For all discrete nations under the sonne,
Do use at thys day as they fyrst begonne:
And never doo change, but styll do frequent,
Theyr old guyse, what ever fond folkes do invent.
But we here in England lyke fooles and apes,
Do by our vayne fangles deserve mocks and japes,
For all kynde of countreys dooe us deryde,
In no constant custome sythe we abyde
For we never knowe howe in our aray,
We may in fyrme fashion stedfastly stay."
Randle Holme complained that in his time (1680) Englishmen were as changeable as the moon in their dress, "in which respect," says he, "we are termed the Frenchmen's apes, imitating them in all their fantastick devised fashions of garbs." Acad. of armory, book iii. ch. 5.
Scene 3. Page 452.
Claud. Stalk on, stalk on, the fowl sits.
It has been already shown that the stalking bull was equally common with the stalking horse. It was sometimes used for decoying partridges into a tunnelling net, or cage of net work, in the form of a tun, with doors. The process is described at large, with a print, in Willughby's Ornithology, 1678, folio, p. 34, where an account is also given of the stalking-horse, ox, stag, &c.
Howel in his Vocabulary, sect. xxxv. seems to have mistaken the tun or net into which the birds were driven, for the stalking bull itself.
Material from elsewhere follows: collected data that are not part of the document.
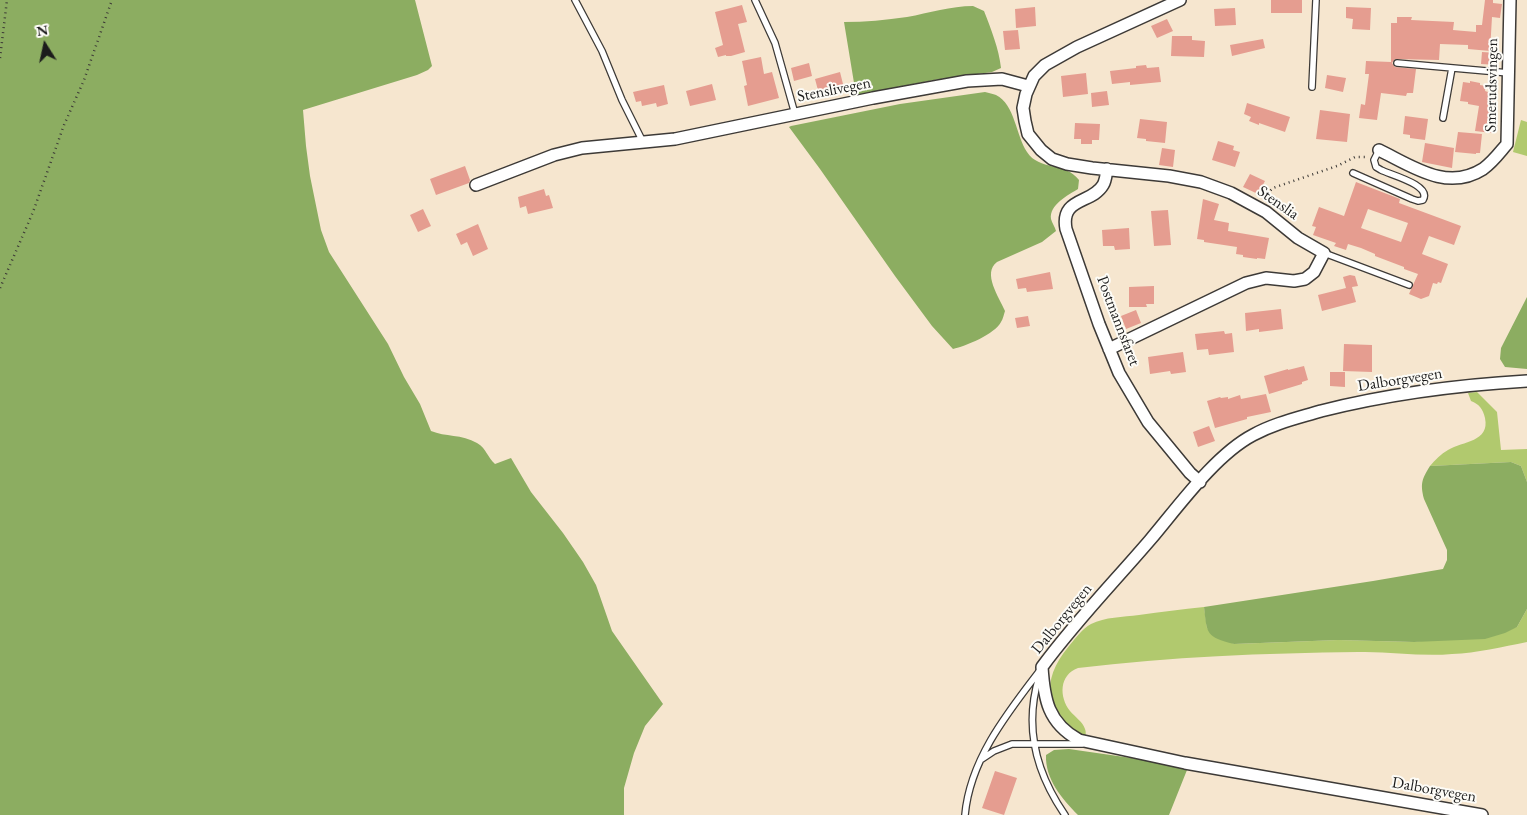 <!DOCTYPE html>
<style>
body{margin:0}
#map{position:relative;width:1527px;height:815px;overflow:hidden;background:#f6e6cf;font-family:"EB Garamond",serif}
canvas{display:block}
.north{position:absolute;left:20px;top:20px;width:50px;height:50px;-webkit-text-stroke:4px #fdfcf7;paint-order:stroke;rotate:350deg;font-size:14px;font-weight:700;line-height:20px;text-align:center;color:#1c1c1c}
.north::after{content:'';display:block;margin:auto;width:18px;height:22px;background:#1c1c1c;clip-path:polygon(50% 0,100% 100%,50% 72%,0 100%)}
</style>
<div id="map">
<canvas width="1527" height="815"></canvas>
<div class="north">N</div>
</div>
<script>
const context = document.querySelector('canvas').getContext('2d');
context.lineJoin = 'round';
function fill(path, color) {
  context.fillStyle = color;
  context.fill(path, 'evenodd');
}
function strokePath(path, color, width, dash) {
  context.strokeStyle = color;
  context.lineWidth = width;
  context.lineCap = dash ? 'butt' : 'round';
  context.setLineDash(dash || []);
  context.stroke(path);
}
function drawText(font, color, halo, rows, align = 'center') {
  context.font = font + ' "EB Garamond",serif';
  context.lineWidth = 4;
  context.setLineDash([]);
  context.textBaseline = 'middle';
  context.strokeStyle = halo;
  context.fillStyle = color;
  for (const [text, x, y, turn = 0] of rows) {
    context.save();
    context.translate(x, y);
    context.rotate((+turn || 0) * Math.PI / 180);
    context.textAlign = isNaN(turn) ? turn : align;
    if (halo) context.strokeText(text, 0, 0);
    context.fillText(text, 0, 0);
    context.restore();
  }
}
const green = new Path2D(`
 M1521,120L1527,122V156L1513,152Z
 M1477,392L1497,412L1501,450L1527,449V482L1521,466L1511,462L1430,466C1435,460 1441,454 1448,450C1463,441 1490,442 1485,418C1483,409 1479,404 1471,401L1468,393Z
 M1204,607L1207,628L1234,644L1338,640L1414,642L1517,627L1527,609V642C1502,647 1477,653 1452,654C1421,657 1389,651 1358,652C1264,653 1170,657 1078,668C1059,675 1059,697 1070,711C1075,717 1083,722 1085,729C1086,732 1086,734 1085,737C1045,713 1039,682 1069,646C1075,639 1082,629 1091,624C1105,617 1123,617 1139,615C1161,612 1182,609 1204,607Z`);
const forest = new Path2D(`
 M0,0H415L432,66L428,70L417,75L303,110L306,146L310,176L321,230L329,252L388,344L404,377L420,404L431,431C445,437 462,434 477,443C487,449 487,457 495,464L511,458L531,492L563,533L583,562L596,585L612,631L663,704L645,726L634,753L624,788V815H0Z
 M973,6L984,11C991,29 999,49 1001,68L992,72L934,80L856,95L844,22C865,22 886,20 907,17C929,13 951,6 973,6Z
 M985,92C989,93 993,94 996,95C1015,104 1016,136 1027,152C1039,171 1066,162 1079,180L1078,189C1068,195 1049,205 1051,219C1052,223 1055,227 1056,231L1042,242L997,262C982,273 999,297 1005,311C1004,314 1003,319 1001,322C995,334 966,346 953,349L932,326L895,276L820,169L789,127L791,126L900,104Z
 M1527,297V369L1505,367L1500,359L1501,348Z
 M1511,462L1521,466L1527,482V609L1517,627L1505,633L1485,639L1414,642L1338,640L1234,644C1206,637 1207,634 1204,607L1373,581L1443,569L1447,560V550L1424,499C1420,483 1422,479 1430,466Z
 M1069,749L1173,764L1187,770L1169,815H1078C1062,799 1045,779 1046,755L1054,750Z`);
const building = new Path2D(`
 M1271,0H1302V13H1271Z
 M1485,0H1493V3L1502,4L1500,18L1492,17L1490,51L1468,49V45L1440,44L1439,60L1395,59L1392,63L1395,67L1416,69L1413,93H1407L1406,96L1381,93L1377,120L1359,118L1361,104L1365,105L1369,74H1365L1366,61L1391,62V23H1397V17H1412L1411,20L1454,22L1453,30L1476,32V25H1482Z
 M742,5L747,22L738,24L745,52L731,56H726V55L718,57L715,48L723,45L715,12Z
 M1035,7L1036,26L1016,28L1015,9Z
 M1346,7L1371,8L1370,30L1352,29L1353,19L1346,18Z
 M1235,8L1236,25L1215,26L1214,9Z
 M1167,19L1173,31L1157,38L1151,26Z
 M1018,30L1020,49L1005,50L1003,31Z
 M1172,36H1192V40L1205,41L1204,57L1171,56Z
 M1263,39L1265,48L1232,56L1230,45Z
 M1482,52L1498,53L1497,65L1481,64Z
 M761,57L764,74L772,72L779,98L748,106L744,86L747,85L742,61Z
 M809,63L812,76L794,81L791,68Z
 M1146,65L1147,68L1159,67L1161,82L1130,85V82L1112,84L1110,71L1136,68V66Z
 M840,72L844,88L819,94L815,79Z
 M1086,73L1088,94L1063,97L1061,76Z
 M1327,75L1346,78L1343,92L1325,88Z
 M1470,81L1480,83V85L1486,86L1485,91L1497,95L1492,108H1495L1492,133L1475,131L1479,106L1468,104V102L1460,101L1463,82L1470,83Z
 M712,84L716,100L690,106L686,91Z
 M664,85L668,104L657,107L656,103L642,106L641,101L636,102L633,92Z
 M1107,91L1109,105L1092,107L1091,93Z
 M1247,103L1290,117L1285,132L1259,123V125L1249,121L1251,117L1244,114Z
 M1320,110L1350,114L1347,142L1316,139Z
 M1405,116L1428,119L1425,140L1410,138V135L1403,134Z
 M1140,119L1167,122L1165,143L1146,141V139L1137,138Z
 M1075,123L1100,124L1099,140H1092V144H1081V139H1074Z
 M1458,132L1482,134L1480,153H1476V154L1455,152Z
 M1218,141L1234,146L1233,150L1240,152L1235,167L1212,160Z
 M1425,143L1454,148L1452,168L1422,162Z
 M1162,148L1175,150L1173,167L1159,165Z
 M465,166L470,180L469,183L436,195L430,179Z
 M1250,174L1265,181L1258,194L1243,187Z
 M1356,182L1400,199L1399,203L1461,226L1454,245L1429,236L1422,254L1448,264L1441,283L1438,282L1437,284L1433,283L1429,296L1421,299L1409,294L1418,274L1404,269V267L1375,256V254L1361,248L1348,244L1346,250L1334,246L1336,243L1313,235L1316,227L1312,226L1319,207L1344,216ZM1368,209L1408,223L1401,242L1361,228Z
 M544,189L546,196L549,195L553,208L528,214L526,206L520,208L518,197Z
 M1203,199L1219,204L1214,220L1229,223L1228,231L1269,238L1265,259L1257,258V259L1243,257V255L1236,254L1237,247L1204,242V240L1197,239Z
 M423,209L431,226L418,232L410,215Z
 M1168,210L1171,245L1154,246L1151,211Z
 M478,224L488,249L473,256L467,242L461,245L456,234Z
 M1129,228L1130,249L1115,250L1114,246H1103L1102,230Z
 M1050,272L1053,289L1027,292L1026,288L1018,289L1016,279Z
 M1350,275L1355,276L1358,286L1352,287L1356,302L1322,311L1318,295L1346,288L1343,277Z
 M1154,286V304H1146L1147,307H1129V287Z
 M1281,309L1283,329L1259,332V329L1246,331L1245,313Z
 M1136,310L1141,323L1126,329L1121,316Z
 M1028,316L1030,326L1017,328L1015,318Z
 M1224,331L1225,334L1232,333L1234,352L1209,355L1208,349L1197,350L1195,334Z
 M1344,344L1372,345V372L1343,371Z
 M1183,352L1186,372L1171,374L1170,371L1150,374L1148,357Z
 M1304,366L1308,380L1302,382V384L1269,394L1264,376L1288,369V370Z
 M1330,372H1345V387L1330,386Z
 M1266,394L1271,412L1247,417V419L1215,428L1207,401L1220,397L1221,398L1228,397V399L1240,395L1241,399Z
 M1209,426L1215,441L1198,447L1193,432Z
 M995,771L1017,778L1004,815L982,808Z`);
const path = new Path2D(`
 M0,58L7,0
 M1268,200L1270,191L1273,188L1337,166L1355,157H1365
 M0,288L33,212L64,125L84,80L112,0`);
const lane = new Path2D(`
 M575,0L602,51L622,100L643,142
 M755,0L775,43L795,114
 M1397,63L1509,73
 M1312,87L1316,0
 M1443,118L1452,68
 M1353,173L1412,199L1418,201L1423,200C1432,185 1391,175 1381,170L1376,167L1374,160L1379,150
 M1324,253L1409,285
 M1039,677C1024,726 1036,773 1065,815
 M982,759L994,751L1012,744H1082
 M965,815C970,759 1008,712 1041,669`);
const street = new Path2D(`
 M1379,150C1412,166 1447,192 1483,169C1493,162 1500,152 1507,144L1510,0
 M1107,169C1106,174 1106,180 1103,185C1092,204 1060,197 1066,229L1099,324L1119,373L1148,422L1190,473L1200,482
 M476,185L554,155L582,148L675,139L873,98L967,81L1002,79L1028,86
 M1109,349L1246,283L1266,278L1294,281L1305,279L1314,272L1324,253L1298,238L1266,212L1231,193L1201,182L1169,176L1092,168L1067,164L1052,159L1041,150L1028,134L1025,121L1023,108L1026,94L1034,76L1045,65L1077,47L1180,0
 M1482,815L1185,763L1079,740C1048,723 1044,699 1042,667C1075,622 1114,582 1150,540C1178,507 1215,455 1253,435C1275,423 1298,418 1321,411C1388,394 1458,385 1527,381`);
const streetNames = [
 ["Smerudsvingen",1492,85,-89],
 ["Stenslivegen",834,90,-11],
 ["Stenslia",1278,203,35],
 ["Postmannsfaret",1118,321,69],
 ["Dalborgvegen",1400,380,-9],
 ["Dalborgvegen",1062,619,-51],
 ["Dalborgvegen",1434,790,10]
];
fill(green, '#b1c96e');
fill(forest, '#8cad61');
fill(building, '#e59d90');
strokePath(lane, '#3d3a37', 8);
strokePath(street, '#3d3a37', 14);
strokePath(path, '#3d3a37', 2.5, [1, 4]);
strokePath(lane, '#fff', 5.5);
strokePath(street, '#fff', 11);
drawText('16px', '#1c1c1c', '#fdfcf7', streetNames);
</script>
Sometimes, as in hunting the wolf, an artificial bush and a wooden screen were used to stalk with. See Clamorgan, Chasse du loup, 1595, 4to, p. 29.
Scene 3. Page 455.
Leon. She tore the letter into a thousand halfpence.
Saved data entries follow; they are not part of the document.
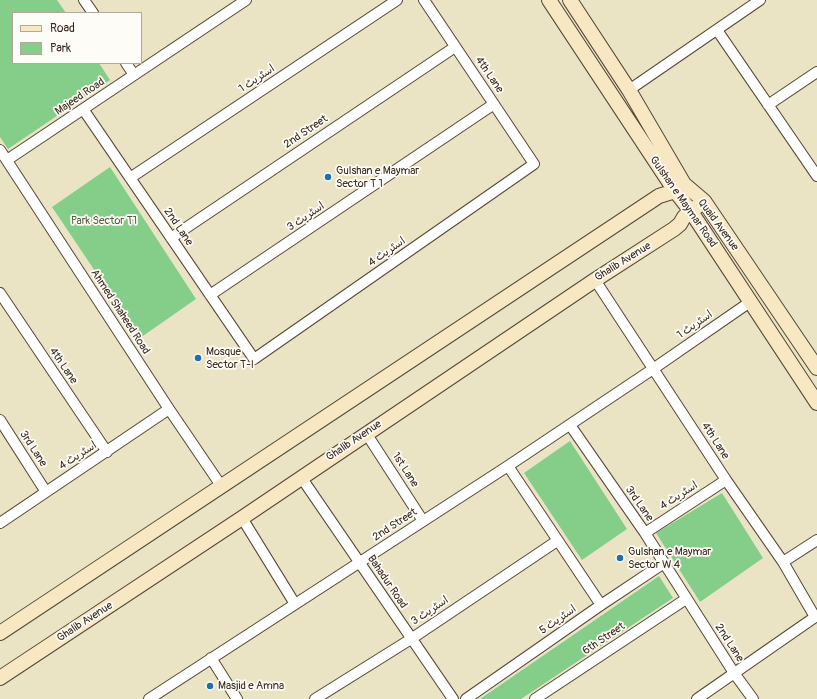 <!DOCTYPE html>
<html>
<head>
<meta charset="utf-8">
<style>
  body { margin:0 }
  #map { position:relative; width:817px; height:699px; overflow:hidden; background:#eae4c5; font-family:Pangolin,sans-serif }
  canvas { display:block }
  .legend { position:absolute; left:12px; top:12px; width:130px; height:52px; box-sizing:border-box; background:#fdfcf7; border:1px solid #afa8a0; margin:0; padding:5px 7px; list-style:none; font-size:12px; color:#3b2a1e }
  .legend li { display:flex; align-items:center; gap:8px; height:20px }
  .legend b { width:20px; border:1px solid #afa8a0 }
</style>
</head>
<body>
<div id="map">
<canvas width="817" height="699"></canvas>
<ul class="legend">
<li><b style="height:5px;background:#f7e8c3"></b>Road</li>
<li><b style="height:11px;background:#84ce8a"></b>Park</li>
</ul>
</div>
<script>
const context = document.querySelector('canvas').getContext('2d');
context.lineJoin = 'round';
function paint(path, color) { context.fillStyle = color; context.fill(path, 'evenodd'); }
const toPath = rows => new Path2D(rows.map(r => 'M' + r).join(''));
function strokePath(path, color, width, dash) { context.strokeStyle = color; context.lineWidth = width; context.lineCap = dash ? 'butt' : 'round'; context.setLineDash(dash || []); context.stroke(path); }
function label(font, color, halo, rows, align = 'center') {
  context.font = font + ' Pangolin,"Playpen Sans Arabic",sans-serif'; context.lineWidth = 3.5; context.setLineDash([]); context.textBaseline = 'middle'; context.strokeStyle = halo; context.fillStyle = color; for (const [text, x, y, turn = 0] of rows) {
    context.save(); context.translate(x, y); context.rotate((+turn || 0) * Math.PI / 180); context.textAlign = isNaN(turn) ? turn : align; if (halo) context.strokeText(text, 0, 0); context.fillText(text, 0, 0); context.restore();
  }
}
const green = toPath([
  [0,0,57,0,66,13,13,13,13,63,99,63,110,80,8,149,0,137],
  [110,167,196,299,140,338,52,207],
  [570,441,627,529,582,560,524,473],
  [722,493,763,558,700,602,656,533],
  [659,576,673,598,521,699,480,699]
]);
const street = toPath([
  [84,0,93,13],
  [717,30,817,176],
  [126,63,134,75],
  [629,90,760,0],
  [768,105,817,72],
  [83,109,254,359,534,164,424,0],
  [0,150,169,409,222,487],
  [7,160,246,0],
  [130,178,397,0],
  [171,238,455,47],
  [595,280,726,480,783,562,815,617],
  [0,293,107,452],
  [210,295,494,104],
  [0,420,46,492],
  [570,425,645,533,734,673,753,699],
  [366,433,423,521],
  [508,466,601,605],
  [301,477,453,699],
  [242,518,295,604],
  [0,523,169,409],
  [645,533,726,480],
  [783,562,817,540],
  [211,658,237,699],
  [149,699,508,466,653,369,750,302],
  [315,699,411,639,557,541],
  [466,699,601,605,664,563],
  [535,699,686,599],
  [697,699,815,617,817,617]
]);
const secondary = toPath([
  [549,0,675,191,690,210,817,403],
  [570,0,629,90,684,184,704,201,817,368],
  [0,633,659,196,675,191,684,184],
  [0,678,242,518,595,280,674,229,680,224,684,217,704,201]
]);
const markers = [
  [328,177,4,"#1f6fb2"],
  [198,358,4,"#1f6fb2"],
  [620,558,4,"#1f6fb2"],
  [210,686,4,"#1f6fb2"]
];
const streetNames = [
  ["4th Lane",489,75,56],
  ["اسٹریٹ 1",257,79,-34],
  ["Majeed Road",80,97,-34],
  ["2nd Street",306,132,-34],
  ["Gulshan e Maymar Road",683,202,55],
  ["اسٹریٹ 3",306,217,-34],
  ["Quaid Avenue",718,225,54],
  ["2nd Lane",178,227,56],
  ["اسٹریٹ 4",387,252,-35],
  ["Ghalib Avenue",623,262,-32],
  ["Ahmed Shaheed Road",120,312,57],
  ["اسٹریٹ 1",695,325,-35],
  ["4th Lane",63,366,56],
  ["Ghalib Avenue",354,441,-34],
  ["4th Lane",715,441,57],
  ["3rd Lane",33,449,57],
  ["اسٹریٹ 4",78,456,-33],
  ["1st Lane",405,470,57],
  ["اسٹریٹ 4",679,496,-33],
  ["3rd Lane",639,504,55],
  ["2nd Street",395,525,-33],
  ["Bahadur Road",387,582,56],
  ["اسٹریٹ 3",430,611,-34],
  ["اسٹریٹ 5",558,620,-35],
  ["Ghalib Avenue",85,622,-33],
  ["6th Street",604,639,-34],
  ["2nd Lane",729,643,57]
];
const poiNames = [
  ["Gulshan e Maymar",336,171],
  ["Sector T 1",336,184],
  ["Mosque",206,352],
  ["Sector T-I",206,365],
  ["Gulshan e Maymar",628,552],
  ["Sector W 4",628,565],
  ["Masjid e Amna",218,686]
];
const parkNames = [
  ["Park Sector T1",104,221]
];
paint(green, '#84ce8a');
strokePath(street, '#554637', 12);
strokePath(secondary, '#554637', 16);
strokePath(street, '#fff', 10);
strokePath(secondary, '#f7e8c3', 14);
for (const [x, y, r, color] of markers) { const dot = new Path2D(); dot.arc(x, y, r, 0, 2 * Math.PI); context.fillStyle = color; context.fill(dot); strokePath(dot, '#fdfcf7', 1.5); }
label('11px', '#3b2a1e', '#fdfcf7', streetNames);
label('11px', '#3b2a1e', '#fdfcf7', poiNames, 'left');
label('11px', '#515b3e', '#fdfcf7', parkNames);
</script>
</body>
</html>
Mr. Theobald explains this "into a thousand pieces of the same bigness," as if Beatrice had torn the letter by rule and compass. Mr. Steevens more properly supposes halfpence to mean small pieces; but his note would have been less imperfect if he had added that the halfpence of Elizabeth were of silver, and about the size of a modern silver penny.